La directora ejecutiva de Unicef se mostró contenta del resultado: "Estoy
enormemente orgullosa y satisfecha de lo que se ha logrado esta semana", dijo.
Antes de iniciar la sesión, se había manifestado así: "Al
comenzar el siglo, los niños no contaban prácticamente con ningún
derecho. Al finalizar el mismo, los niños disponen de instrumentos jurídicos
sumamente poderosos que no sólo reconocen sus derechos humanos, sino
que también los protegen".
Ante semejante cúmulo de buenos deseos y angelicales opiniones, no queda
más remedio que ser políticamente incorrecto y recordar a la buena
señora Carol Bellamy unas cuantas verdades que la ONU parece ignorar
en sus asépticos documentos oficiales. Al comenzar el siglo XX había
niños que lo tenían todo o casi todo, y niños que no tenían
nada, o casi nada. Y al concluir ese siglo, las cosas seguían más
o menos igual. Es decir, parece irreal hablar de "los niños" o de "la
infancia", sin olvidar que ese grupo colectivo de seres humanos está
atravesado por la enorme e insalvable diferencia de las clases sociales a las
que unos y otros pertenecen.
En 1877, con siete años de edad, cuenta en sus memorias el que luego
sería destacado dirigente socialista y sindical, y llegaría a
Presidente del Gobierno de España, Francisco Largo Caballero, que tuvo
que echarse a la calle, solo, a buscar trabajo, incitado por su madre que apenas
podía sustentarle. Por aquellas mismas fechas, apenas rebasada la mayoría
de edad que la ONU establece para considerar niño a un ser humano, Alfonso
XII ejercía de Rey de España y es evidente que disponía
de "instrumentos jurídicos sumamente poderosos" que reconocían
sus derechos humanos, pero también su derecho a vivir como un rey en
muchos otros aspectos. He ahí dos niños-símbolo, que desde
extremos opuestos del arco social alcanzaron altas responsabilidades de gobierno,
pero a los que, en su infancia, no podrían aplicarse consideraciones
análogas. Ni siquiera aproximadas. Tampoco es ahora posible.
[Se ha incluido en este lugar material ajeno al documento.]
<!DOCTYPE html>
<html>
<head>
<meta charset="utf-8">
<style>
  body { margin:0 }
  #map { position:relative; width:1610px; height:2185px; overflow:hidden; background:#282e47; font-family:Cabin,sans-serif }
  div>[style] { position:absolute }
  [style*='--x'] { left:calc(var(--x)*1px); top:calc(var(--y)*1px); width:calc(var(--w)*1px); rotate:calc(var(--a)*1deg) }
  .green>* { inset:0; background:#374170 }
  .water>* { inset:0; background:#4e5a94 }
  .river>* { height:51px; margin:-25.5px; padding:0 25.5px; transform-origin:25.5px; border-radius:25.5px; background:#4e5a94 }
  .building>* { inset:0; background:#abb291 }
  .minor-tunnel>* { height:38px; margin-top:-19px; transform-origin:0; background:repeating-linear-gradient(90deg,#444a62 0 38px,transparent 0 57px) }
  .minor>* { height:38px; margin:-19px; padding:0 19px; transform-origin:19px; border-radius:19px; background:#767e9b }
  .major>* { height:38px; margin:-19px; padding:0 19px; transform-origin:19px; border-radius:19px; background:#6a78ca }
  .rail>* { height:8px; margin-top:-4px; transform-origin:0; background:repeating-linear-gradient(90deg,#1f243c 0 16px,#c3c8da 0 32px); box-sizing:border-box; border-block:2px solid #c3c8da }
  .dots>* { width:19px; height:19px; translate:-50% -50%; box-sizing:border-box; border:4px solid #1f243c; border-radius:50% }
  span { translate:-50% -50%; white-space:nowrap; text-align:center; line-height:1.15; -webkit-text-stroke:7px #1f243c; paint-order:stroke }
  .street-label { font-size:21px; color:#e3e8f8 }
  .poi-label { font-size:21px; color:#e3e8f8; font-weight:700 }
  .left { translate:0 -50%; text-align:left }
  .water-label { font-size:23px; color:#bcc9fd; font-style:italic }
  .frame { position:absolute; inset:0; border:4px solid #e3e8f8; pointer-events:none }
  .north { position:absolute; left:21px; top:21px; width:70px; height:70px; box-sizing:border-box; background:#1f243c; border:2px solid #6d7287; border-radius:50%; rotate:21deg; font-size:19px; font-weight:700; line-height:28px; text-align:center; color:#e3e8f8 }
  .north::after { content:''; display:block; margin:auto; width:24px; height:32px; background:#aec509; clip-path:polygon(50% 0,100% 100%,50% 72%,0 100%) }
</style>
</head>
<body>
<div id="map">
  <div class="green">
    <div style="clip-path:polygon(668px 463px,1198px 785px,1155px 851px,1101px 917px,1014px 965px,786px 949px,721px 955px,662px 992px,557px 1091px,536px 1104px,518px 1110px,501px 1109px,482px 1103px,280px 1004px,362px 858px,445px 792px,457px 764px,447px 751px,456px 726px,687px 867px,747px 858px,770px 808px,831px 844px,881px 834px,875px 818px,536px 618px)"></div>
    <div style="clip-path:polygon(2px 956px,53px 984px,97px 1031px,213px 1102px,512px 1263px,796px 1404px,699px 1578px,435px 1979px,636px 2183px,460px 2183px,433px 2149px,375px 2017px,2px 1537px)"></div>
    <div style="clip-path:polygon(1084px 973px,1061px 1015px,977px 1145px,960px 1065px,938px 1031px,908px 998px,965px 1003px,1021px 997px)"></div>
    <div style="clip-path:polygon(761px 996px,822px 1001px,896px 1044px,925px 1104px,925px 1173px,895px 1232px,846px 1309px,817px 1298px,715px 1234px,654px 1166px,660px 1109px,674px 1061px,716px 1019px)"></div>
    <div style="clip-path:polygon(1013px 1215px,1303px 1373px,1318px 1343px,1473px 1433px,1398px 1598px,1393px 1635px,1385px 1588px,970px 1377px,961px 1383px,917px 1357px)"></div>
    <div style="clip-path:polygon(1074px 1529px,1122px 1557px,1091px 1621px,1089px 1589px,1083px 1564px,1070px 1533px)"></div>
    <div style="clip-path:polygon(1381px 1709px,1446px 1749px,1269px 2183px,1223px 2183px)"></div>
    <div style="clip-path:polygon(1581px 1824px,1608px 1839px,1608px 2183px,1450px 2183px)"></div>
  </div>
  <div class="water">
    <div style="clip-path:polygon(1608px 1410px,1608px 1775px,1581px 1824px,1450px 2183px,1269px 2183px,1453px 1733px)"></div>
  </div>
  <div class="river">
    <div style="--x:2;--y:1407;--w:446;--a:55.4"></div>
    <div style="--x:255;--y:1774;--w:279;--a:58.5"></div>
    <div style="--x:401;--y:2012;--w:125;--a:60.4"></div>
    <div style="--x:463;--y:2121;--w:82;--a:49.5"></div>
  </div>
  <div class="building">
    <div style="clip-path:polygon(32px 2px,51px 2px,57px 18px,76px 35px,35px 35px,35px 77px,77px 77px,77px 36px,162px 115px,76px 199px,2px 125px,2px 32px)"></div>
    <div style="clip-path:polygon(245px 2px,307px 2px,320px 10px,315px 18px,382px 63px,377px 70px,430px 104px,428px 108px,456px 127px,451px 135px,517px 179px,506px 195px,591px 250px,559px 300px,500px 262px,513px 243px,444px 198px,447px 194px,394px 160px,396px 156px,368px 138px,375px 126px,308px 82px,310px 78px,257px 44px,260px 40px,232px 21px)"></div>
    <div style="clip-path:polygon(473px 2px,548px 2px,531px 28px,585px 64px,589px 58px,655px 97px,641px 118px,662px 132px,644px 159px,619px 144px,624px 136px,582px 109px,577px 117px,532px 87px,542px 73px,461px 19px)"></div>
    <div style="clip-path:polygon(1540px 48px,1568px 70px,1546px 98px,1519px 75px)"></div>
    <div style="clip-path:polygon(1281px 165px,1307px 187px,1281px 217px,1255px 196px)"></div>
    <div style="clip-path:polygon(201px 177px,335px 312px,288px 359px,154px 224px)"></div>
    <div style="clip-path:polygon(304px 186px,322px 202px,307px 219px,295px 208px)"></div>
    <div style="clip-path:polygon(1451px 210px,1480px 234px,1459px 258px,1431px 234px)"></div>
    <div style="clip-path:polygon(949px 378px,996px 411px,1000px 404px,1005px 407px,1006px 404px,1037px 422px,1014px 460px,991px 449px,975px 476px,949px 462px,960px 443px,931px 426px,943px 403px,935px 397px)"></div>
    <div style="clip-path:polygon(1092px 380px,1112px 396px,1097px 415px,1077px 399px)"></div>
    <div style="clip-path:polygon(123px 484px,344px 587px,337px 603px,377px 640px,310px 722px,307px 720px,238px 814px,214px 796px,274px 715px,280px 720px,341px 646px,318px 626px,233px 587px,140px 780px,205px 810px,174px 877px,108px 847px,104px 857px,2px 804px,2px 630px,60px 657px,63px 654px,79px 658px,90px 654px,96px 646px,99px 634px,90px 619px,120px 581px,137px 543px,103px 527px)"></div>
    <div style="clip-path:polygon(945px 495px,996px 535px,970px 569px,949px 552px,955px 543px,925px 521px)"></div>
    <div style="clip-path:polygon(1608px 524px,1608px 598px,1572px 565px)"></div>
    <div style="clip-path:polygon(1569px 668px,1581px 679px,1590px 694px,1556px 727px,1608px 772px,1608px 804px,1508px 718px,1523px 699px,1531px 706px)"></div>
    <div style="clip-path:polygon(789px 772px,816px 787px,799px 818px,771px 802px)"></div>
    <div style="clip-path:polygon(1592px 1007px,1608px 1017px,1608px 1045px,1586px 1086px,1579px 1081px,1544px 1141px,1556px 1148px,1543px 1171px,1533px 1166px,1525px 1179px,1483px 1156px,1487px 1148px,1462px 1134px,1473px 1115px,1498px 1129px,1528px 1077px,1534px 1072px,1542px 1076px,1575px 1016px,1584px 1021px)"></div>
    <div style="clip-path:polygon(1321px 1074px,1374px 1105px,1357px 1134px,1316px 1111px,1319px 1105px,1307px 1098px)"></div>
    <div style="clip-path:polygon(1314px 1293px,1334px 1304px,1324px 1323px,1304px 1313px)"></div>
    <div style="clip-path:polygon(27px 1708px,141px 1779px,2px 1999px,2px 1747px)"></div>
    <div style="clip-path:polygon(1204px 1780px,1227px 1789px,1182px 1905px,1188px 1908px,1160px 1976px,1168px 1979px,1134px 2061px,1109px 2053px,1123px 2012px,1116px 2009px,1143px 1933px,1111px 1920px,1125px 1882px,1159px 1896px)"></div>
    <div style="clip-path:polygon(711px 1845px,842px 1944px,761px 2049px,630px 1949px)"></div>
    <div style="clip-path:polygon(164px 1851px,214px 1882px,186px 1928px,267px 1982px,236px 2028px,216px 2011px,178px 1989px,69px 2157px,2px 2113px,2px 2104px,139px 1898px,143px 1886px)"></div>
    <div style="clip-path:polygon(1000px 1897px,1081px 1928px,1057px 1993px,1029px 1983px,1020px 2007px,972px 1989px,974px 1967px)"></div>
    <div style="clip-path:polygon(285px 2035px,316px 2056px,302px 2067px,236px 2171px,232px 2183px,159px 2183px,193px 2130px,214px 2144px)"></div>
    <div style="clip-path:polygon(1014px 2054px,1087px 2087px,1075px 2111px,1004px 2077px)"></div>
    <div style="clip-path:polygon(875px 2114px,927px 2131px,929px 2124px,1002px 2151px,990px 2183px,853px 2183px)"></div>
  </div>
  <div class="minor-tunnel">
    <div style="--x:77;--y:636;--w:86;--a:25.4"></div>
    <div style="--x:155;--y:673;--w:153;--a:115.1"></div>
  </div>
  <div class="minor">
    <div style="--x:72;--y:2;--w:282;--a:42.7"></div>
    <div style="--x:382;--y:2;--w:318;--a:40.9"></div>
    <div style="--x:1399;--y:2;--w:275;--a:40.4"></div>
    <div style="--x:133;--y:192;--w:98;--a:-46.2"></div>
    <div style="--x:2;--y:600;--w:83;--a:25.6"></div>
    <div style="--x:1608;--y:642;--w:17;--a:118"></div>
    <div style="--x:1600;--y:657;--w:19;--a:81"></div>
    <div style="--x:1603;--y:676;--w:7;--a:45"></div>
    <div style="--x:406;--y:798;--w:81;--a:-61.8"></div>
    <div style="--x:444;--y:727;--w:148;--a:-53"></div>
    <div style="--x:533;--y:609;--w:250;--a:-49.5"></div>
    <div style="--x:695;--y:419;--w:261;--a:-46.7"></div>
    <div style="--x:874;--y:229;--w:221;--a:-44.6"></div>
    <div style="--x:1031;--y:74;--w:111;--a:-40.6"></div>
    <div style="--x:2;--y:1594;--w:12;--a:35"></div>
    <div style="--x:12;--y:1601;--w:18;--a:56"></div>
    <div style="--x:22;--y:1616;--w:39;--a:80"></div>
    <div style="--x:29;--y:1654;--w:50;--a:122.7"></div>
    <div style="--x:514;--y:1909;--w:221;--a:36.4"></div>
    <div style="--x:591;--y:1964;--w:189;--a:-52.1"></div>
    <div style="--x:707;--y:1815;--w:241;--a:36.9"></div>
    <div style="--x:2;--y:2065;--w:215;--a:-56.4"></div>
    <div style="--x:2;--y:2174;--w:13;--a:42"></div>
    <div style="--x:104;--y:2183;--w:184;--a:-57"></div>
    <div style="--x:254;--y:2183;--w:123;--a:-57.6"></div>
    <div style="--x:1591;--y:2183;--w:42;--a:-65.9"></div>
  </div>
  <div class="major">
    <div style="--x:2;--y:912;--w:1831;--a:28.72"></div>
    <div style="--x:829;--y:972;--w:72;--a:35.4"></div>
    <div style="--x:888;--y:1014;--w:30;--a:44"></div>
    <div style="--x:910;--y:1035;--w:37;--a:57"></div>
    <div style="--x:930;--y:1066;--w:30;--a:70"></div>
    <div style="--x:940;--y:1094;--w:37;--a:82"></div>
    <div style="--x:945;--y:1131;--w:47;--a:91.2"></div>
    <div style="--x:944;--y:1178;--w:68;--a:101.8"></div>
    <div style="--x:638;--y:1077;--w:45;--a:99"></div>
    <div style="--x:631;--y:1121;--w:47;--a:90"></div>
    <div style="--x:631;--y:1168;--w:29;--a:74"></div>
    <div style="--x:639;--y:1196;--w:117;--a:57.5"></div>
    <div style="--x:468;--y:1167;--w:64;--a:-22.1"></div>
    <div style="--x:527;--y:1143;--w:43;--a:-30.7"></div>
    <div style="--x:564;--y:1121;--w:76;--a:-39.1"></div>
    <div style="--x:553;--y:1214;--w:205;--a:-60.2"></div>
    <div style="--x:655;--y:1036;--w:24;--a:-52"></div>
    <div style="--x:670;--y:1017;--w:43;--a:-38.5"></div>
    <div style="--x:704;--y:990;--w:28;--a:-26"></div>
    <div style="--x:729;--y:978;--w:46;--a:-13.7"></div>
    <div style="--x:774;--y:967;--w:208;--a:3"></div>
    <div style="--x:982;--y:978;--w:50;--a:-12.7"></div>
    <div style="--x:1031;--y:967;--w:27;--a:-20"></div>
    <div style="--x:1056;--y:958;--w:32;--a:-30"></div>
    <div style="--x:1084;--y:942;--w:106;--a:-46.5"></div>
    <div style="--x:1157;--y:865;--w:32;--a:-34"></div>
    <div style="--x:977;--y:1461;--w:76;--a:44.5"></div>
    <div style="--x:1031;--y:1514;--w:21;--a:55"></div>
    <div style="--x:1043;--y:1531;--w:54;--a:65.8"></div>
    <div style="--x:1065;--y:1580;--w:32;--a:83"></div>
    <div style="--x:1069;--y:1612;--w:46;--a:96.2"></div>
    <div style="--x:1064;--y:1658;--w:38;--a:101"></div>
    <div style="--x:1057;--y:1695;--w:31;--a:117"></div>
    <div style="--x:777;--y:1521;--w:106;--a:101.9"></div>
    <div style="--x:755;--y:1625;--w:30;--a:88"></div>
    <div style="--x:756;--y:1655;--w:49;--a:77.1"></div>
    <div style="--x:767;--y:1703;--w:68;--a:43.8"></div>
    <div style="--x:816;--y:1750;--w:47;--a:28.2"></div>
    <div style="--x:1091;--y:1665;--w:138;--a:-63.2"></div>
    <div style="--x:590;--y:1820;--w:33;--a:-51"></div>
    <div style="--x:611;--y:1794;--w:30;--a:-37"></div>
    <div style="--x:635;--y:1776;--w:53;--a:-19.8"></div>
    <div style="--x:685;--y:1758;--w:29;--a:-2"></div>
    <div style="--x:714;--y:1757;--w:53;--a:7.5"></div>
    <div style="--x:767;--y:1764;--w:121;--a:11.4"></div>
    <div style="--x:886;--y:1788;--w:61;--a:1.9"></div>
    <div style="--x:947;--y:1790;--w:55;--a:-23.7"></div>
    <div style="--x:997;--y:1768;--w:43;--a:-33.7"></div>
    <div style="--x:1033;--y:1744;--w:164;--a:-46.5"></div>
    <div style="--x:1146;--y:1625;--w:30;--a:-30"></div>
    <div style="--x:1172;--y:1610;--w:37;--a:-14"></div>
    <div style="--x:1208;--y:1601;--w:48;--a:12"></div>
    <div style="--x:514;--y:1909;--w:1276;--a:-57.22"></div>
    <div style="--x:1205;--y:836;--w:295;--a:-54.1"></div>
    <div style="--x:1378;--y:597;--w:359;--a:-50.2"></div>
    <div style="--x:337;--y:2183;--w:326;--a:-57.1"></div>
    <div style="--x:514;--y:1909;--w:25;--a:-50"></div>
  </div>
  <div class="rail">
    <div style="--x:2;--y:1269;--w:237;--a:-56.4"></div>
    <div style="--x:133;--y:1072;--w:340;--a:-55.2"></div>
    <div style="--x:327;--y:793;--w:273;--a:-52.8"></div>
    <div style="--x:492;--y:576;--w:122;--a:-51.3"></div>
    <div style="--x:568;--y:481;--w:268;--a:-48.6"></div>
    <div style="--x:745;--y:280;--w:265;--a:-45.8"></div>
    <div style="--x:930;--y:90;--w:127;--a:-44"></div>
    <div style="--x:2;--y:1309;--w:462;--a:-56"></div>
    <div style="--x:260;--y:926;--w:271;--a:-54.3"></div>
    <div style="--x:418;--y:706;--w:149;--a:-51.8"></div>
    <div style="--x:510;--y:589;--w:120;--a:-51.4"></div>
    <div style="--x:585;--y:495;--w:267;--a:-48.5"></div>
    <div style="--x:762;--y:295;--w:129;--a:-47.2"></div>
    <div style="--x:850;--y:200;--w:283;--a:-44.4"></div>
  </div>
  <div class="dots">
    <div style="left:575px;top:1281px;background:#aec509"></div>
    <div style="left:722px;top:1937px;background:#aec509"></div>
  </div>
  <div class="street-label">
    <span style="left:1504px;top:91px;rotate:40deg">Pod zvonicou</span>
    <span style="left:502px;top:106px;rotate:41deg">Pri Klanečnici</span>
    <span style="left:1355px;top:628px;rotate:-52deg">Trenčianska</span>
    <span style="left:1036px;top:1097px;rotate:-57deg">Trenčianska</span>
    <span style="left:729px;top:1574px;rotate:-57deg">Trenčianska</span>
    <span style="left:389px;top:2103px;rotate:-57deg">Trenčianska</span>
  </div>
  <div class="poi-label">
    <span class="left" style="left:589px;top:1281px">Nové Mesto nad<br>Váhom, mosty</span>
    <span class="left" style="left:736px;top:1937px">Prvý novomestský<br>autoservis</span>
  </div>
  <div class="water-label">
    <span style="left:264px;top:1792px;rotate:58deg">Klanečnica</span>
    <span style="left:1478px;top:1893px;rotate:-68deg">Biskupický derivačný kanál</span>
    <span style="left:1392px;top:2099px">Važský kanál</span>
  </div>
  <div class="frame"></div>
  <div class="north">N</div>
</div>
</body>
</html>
Un siglo después sigue habiendo niños pobres, explotados en el
trabajo, hambrientos, y física y psicológicamente deteriorados
por la emigración o la guerra. Con ellos coexisten otros niños
opulentos, caprichosos, poseedores de mil y un artefactos, caros y muchas veces
inútiles, cultivadores de las más costosas marcas de ropa, que
no pueden vivir sin escuchar constantemente la música de sus ídolos
y despilfarradores del dinero que ganan sus padres, a los que, además,
culpabilizan de sus supuestas carencias. Entre ambos grupos existe, como es
natural, el amplio sector de quienes no son ni una cosa ni otra y procuran salir
adelante en la vida del mejor modo posible y con la menor molestia para sus
familiares y prójimos.
Así pues, la Sesión Especial en favor de la Infancia debería
haber cambiado su nombre para convertirse en Sesión Especial en favor
de los niños pobres, ignorando a los que no necesitan sesiones de ningún
tipo para seguir gozando de lo que la sociedad les ofrece. Ni para "participar
de manera significativa en la vida de sus comunidades", lo que algunos ya hacen
pintarrajeando y destrozando el mobiliario urbano, llenando de basura los lugares
públicos o atronando con músicas salvajes el reposo de esa comunidad.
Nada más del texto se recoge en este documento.